Csmith 2.1 Released


We’ve released version 2.1 of Csmith, our random C program generator that is useful for finding bugs in compilers and other tools that process C code. The total number of compiler bugs found and reported due to Csmith is now more than 400. All Csmith users should strongly consider upgrading.

New features in this release — all implemented by Xuejun Yang — include:

  • By default, functions and global variables are marked as “static,” permitting compilers to optimize more aggressively in some cases.
  • We now try harder to get auto-vectorizers and other loop optimizers in trouble by generating code that is more idiomatic and therefore more likely to be optimized. In particular, array indices are in-bounds by construction instead of by using % operators.
  • Unions are supported. Generating interesting but conforming uses of unions was not as easy as we’d have hoped.
  • The comma operator is supported, as in x = (y, 1, z, 3).
  • Embedded assignments are supported, as in x = 1 + (y = z).
  • The pre/post increment/decrement operators are supported.
  • A --no-safe-math mode was added, which avoids calling the safe math wrappers. This is useful when trying to crash compilers but the resulting executables should not be run since they are very likely to have undefined behavior.

These features, other than --no-safe-math, are turned on by default. They have found quite a few new compiler bugs; the most interesting is perhaps this one.

An excellent recent development is that Pascal Cuoq, one of the main Frama-C developers, has done a lot of cross-testing of Frama-C and Csmith. I’m not sure what the final score was, in terms of bugs found in Csmith vs. bugs found in Frama-C, but the virtuous cycle has increased the quality of both tools.

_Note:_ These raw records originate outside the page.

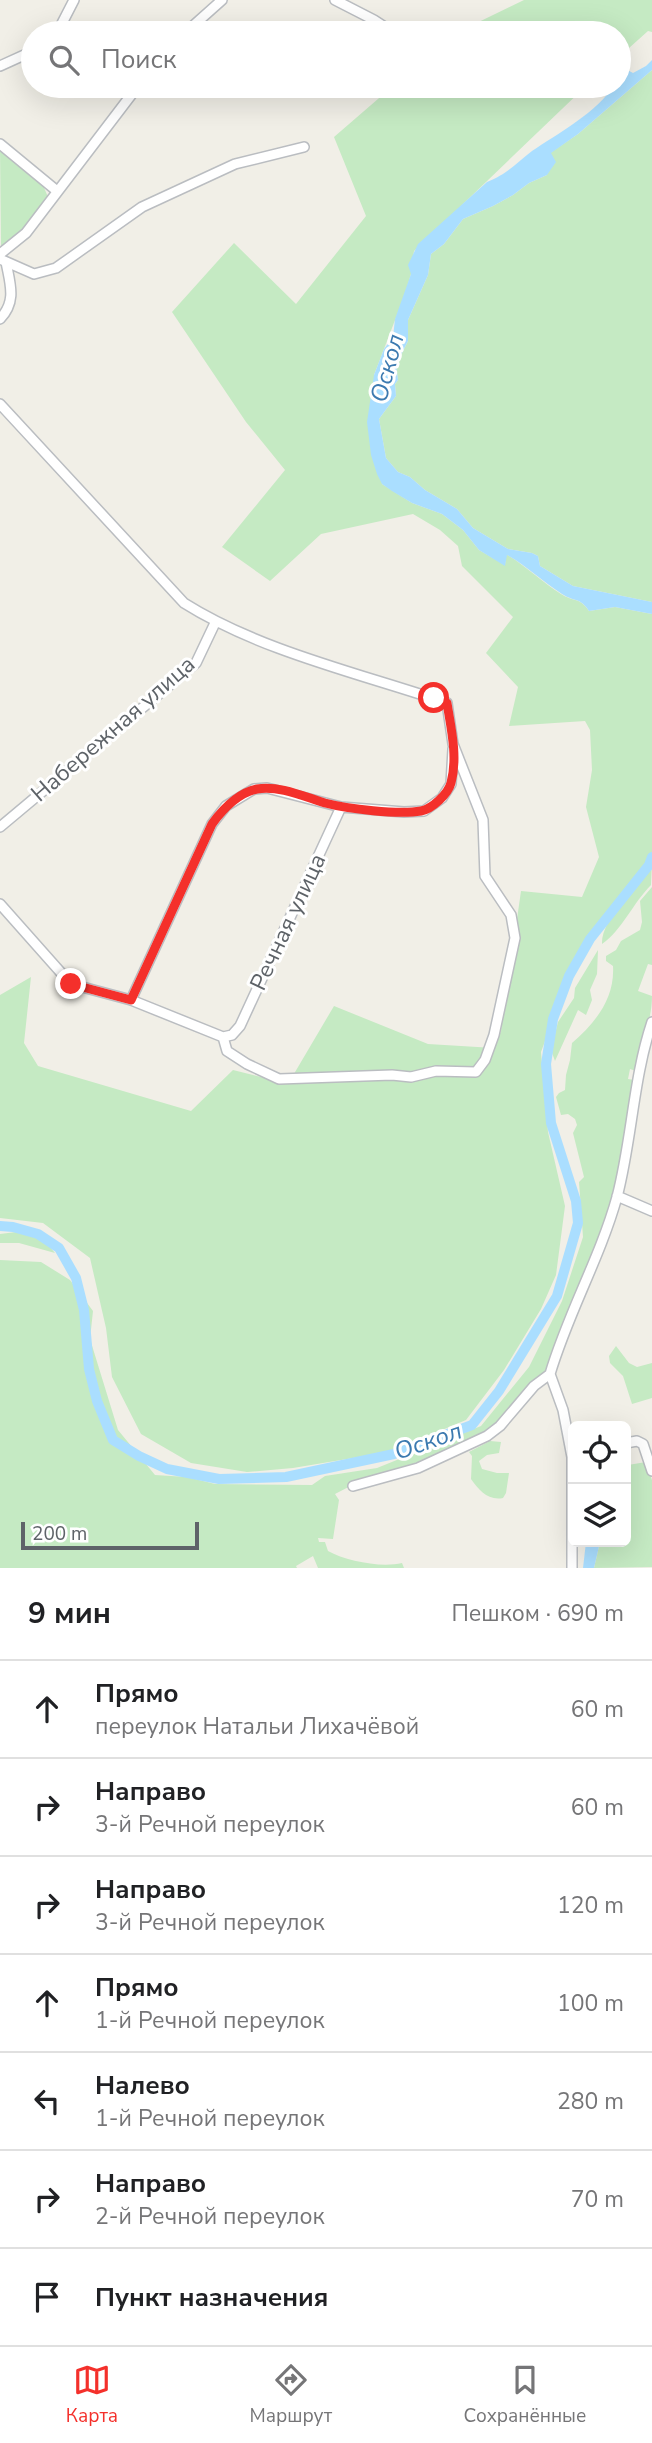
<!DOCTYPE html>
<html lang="ru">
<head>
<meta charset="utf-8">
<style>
  :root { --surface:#fff; --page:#f6f6f6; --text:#202124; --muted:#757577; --line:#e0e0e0; --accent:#f4302b }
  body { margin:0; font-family:"Nunito Sans",sans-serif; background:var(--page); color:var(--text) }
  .controls { position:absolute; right:21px; bottom:21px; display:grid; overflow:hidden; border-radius:10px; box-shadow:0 7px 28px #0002 }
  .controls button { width:63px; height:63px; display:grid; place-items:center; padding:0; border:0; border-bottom:2px solid var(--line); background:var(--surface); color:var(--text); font:35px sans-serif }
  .scale { position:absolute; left:21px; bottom:18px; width:178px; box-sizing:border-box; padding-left:7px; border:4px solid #5e6368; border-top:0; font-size:19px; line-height:24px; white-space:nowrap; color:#5e6368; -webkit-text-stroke:5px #fff; paint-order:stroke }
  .stop { position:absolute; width:21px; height:21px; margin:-16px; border:5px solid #f4302b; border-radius:50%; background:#fff }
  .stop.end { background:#f4302b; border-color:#fff; box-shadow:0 2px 7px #0008 }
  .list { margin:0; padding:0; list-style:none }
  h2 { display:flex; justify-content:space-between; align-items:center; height:91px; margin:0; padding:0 28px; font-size:30px }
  h2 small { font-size:23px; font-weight:400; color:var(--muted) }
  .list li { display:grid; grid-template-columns:46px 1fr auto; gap:21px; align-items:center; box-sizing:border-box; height:98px; padding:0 28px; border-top:2px solid var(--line) }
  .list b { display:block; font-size:26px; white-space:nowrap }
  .list p { margin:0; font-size:23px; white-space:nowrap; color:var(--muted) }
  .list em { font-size:23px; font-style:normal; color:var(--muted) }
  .icon { flex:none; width:38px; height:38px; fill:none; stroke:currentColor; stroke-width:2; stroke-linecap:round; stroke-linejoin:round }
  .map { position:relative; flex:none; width:652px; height:1568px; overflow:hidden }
  .search { position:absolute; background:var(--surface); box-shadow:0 7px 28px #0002; left:21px; right:21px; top:21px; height:77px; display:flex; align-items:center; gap:18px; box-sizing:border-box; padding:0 24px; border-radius:38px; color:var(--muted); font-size:26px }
  .sheet { height:777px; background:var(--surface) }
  nav { display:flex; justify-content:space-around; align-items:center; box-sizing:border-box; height:98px; border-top:2px solid var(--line); background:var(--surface); font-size:19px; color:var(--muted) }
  nav a { display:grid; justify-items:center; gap:4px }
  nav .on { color:var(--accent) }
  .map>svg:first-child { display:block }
  .green { fill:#c5eac3 }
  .water { fill:#aadeff }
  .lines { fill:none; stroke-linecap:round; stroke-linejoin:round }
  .river { stroke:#aadeff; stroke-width:10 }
  .minor-casing { stroke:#babdc1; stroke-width:12 }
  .minor { stroke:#fff; stroke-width:9 }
  .route { stroke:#f4302b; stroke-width:9 }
  .labels { text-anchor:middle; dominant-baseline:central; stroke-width:6; stroke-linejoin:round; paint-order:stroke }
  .street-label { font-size:23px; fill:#5e6368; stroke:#fff }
  .water-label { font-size:24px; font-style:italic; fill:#3c7ab0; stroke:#fff }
</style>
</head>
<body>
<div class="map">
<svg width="652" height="1568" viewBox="0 0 652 1568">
  <rect width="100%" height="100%" fill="#f1efe7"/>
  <path class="green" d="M524,0H652V32L648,31L619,57V33H456Z
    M652,70V602L573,586L540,566L538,556L532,553L508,549L473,528L457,509L425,490L410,477L398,472L386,458L379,419L396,396L395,384L398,380L396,365L408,341V320L428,275L431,254L444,244L463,219L493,206L513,195L529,183L547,175L550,153L578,134Z
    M393,86H586L414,251L411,274L405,294L374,375L382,484L412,503L442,514L463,530L479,550L505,565L506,554C526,566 542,582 561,594C573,602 580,597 589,611L615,607L652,614V857L649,865L590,939L569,976L541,1052L548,1132L565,1206L556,1275L541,1309L504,1370L466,1420L389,1452L293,1468L247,1472L191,1463L141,1434L112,1377L106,1328L90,1258L43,1223L0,1218V995L31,977L24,1043L38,1066L191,1111L233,1070L288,1084L334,1006L428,1044L494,1048L501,1031L521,891L582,897L599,857L586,807L592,770L590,730L585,721L509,726L518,687L486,653L513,617L462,566L458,546L440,530L413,514L321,534L270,581L222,547L285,470L246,422L172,312L234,243L296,304L366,216L334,137Z
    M0,148L42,183L48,197L23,232L1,248Z
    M652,862L651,885C633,903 622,930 602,944C601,919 638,884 652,862Z
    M652,887V965L648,964L638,991L652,996C652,1022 640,1045 636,1071L630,1069L628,1079L634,1080L619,1175L608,1214L545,1371L502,1420L475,1439L398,1470L364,1479L335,1494L339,1500L333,1539L318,1538L319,1542H325L328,1551C346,1561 381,1568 402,1563L404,1568H318L313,1556L296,1566L297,1568H0V1260L41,1262L70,1280L93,1311L90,1339L118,1430L155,1475L187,1477L215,1484L312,1485L325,1476L377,1468L481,1426L529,1367L562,1301L583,1237L579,1182L584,1177L573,1133L577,1125L575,1119L568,1114L561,1115L556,1097L559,1093L565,1090L566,1075L570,1060L572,1043C595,1023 615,999 613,966L606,961V956L616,950L621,941L640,930L642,922L640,901Z
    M598,950L597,974L590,990L592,1000L586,1015L578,1010L555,1061L551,1050L558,1022L574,998L575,988Z
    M16,1232L43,1239L55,1253L19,1243H0V1234Z
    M616,1346L629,1363L637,1367L652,1363V1398L632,1404L623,1376L610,1363L609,1356Z
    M490,1441L501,1442L499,1453L487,1455L479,1461L482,1469L497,1473H509L506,1493L503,1498C488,1501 479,1490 471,1479L472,1456L469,1452Z
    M646,1462L652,1480V1567L594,1568L600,1542H626V1488L629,1479L628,1465Z"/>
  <path class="water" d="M652,60V70L578,134L551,153L556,162L547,175L529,183L513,195L493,206L463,219L444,244L431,254L428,275L408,320V341L396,365L398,380L395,384L396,396L379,419L386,458L398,472L410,477L425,490L457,509L473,528L508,549L532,553L538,556L540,566L573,586L652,602V614L615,607L589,611C580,597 574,602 562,594C543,582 527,566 507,555L505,566L479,550L463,530L442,514L412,503L392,491L382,484L377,474L371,455L367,422L374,375L384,349L393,337L395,319L411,274L408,265L418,244L487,182C508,174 516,163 532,151C556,135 600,110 613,86H619V71L622,67L633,73L646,66Z
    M586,1542H600L594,1568H583Z"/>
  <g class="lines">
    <path class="river" d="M0,1226L13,1227L38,1234L59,1248L76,1278L84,1310L89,1369L97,1401L113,1440L139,1456L167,1469L219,1479L286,1477L394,1454L472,1425L499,1391L557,1296L578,1223L576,1201L551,1123L546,1064L553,1019L569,976L590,939L649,865L652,857"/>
    <defs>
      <path id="minor" d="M335,0L374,20L394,33
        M57,33L74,0
        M185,33L222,0
        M0,66L33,51
        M0,144L57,191
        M0,254L26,233L138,86
        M0,259L34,274L56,268L142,207L235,164L304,147
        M0,319C17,301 10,284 6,262
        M0,404L184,603C260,651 362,674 447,703L453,744L483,820L485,876L511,915L515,938L494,1035L485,1060L476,1072L436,1071L411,1077L392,1075L279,1079L247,1064L227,1051L223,1037
        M0,827L196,663L215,623
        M0,904L71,984L131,1000L223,1037L232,1035L240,1026L341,807
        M131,1000L212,824L226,806L254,789L267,788L341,807L404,812L424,811L442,798L451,784L453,749
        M617,1196L652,1211
        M550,1374L563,1410L572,1457V1568
        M626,1443L637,1441L643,1444L652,1471
        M353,1486L418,1468L487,1436L500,1426L534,1386L550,1374C568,1313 600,1258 617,1197C632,1140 633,1079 652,1022"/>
    </defs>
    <use href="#minor" class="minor-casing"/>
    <use href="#minor" class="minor"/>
  </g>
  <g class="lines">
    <path class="route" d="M71,984L131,1000L212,824C223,809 238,793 257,789C279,785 305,797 325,803C348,809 398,815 421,811C432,809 448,794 451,783C458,757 451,728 447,703L434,698"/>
  </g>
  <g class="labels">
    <g class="street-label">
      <text transform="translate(113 729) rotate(-41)">Набережная улица</text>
      <text transform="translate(288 922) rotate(-65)">Речная улица</text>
    </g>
    <g class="water-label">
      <text transform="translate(387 368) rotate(-75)">Оскол</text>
      <text transform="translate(428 1441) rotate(-19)">Оскол</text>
    </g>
  </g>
</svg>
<div class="controls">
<button><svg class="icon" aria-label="locate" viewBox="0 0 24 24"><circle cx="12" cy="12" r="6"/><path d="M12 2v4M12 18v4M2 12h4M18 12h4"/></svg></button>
<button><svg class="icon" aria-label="layers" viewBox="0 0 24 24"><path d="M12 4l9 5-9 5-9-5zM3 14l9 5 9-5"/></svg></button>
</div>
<div class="scale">200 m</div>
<div class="stop" style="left:434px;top:698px"></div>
<div class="stop end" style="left:71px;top:984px"></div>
<div class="search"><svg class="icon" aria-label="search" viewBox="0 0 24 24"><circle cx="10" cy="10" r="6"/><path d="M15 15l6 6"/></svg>Поиск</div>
</div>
<section class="sheet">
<h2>9 мин<small>Пешком · 690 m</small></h2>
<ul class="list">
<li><svg class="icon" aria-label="ahead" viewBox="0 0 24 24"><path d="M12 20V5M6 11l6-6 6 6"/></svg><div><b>Прямо</b><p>переулок Натальи Лихачёвой</p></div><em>60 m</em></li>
<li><svg class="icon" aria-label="right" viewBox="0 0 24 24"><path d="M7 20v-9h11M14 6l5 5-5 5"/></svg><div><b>Направо</b><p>3-й Речной переулок</p></div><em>60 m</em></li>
<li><svg class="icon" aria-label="right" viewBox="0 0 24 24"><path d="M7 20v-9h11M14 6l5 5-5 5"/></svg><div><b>Направо</b><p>3-й Речной переулок</p></div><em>120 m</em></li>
<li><svg class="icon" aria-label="ahead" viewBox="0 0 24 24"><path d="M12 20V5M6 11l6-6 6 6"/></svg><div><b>Прямо</b><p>1-й Речной переулок</p></div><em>100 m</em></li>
<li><svg class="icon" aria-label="left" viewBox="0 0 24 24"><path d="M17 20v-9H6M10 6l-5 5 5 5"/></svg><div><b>Налево</b><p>1-й Речной переулок</p></div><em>280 m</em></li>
<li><svg class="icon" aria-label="right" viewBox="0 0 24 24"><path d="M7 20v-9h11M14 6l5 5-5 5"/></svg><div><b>Направо</b><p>2-й Речной переулок</p></div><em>70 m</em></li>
<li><svg class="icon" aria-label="arrive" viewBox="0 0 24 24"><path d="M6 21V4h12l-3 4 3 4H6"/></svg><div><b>Пункт назначения</b></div></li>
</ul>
</section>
<nav>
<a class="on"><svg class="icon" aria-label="map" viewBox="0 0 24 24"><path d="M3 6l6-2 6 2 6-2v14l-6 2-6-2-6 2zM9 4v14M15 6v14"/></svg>Карта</a>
<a><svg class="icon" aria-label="directions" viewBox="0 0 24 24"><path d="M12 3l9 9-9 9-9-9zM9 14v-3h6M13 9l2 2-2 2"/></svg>Маршрут</a>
<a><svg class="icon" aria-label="saved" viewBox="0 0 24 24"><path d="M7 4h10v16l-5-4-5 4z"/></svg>Сохранённые</a>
</nav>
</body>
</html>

Frama-C is totally great and I recommend it to people who are serious about writing bulletproof C code.

, ,

5 responses to “Csmith 2.1 Released”

  1. Have you guys looked at breaking graphics drivers yet? Most graphics cards support some form of OpenGL acceleration, and these days this means supporting GLSL, which is a simple C derivative. The reason this is at all interesting is that with WebGL, (a subset of) GLSL is part of the attack surface for web browsers. Break graphics drivers sufficiently bad and you can kernel panic a computer from an HTML page.

  2. Thanks for CSmith – it already found a bug in on of our LLVM back-ends, and we intend to make much use of it.

    A humble feature request: it’d be great to be able to tell CSmith to avoid by-value copies of structs in generated code. For example, things like:

    struct S res = f();

    struct S arg = res;

    g(arg);

  3. Yossi, I have added that feature to our todo list. But can you help me understand why you want it? Some limitation of your backend or target platform?

    The real answer to finding bugs in LLVM backends is to write an LLVM IR fuzzer. It’s on my TODO list.

  4. Yossi Kreinin writes:

    > A humble feature request: it’d be great to be able to tell CSmith to avoid by-value copies of structs in generated code.

    John already answered this specifically, but I wanted to add that I’ve been thinking about how to better support “dialects” in general.

    Right now, Csmith has quite a jumble of one-off options, an approach that doesn’t scale.

    I’ll note that your request isn’t just to enable or disable a particular grammar production; it is about disabling particular choices in particular contexts.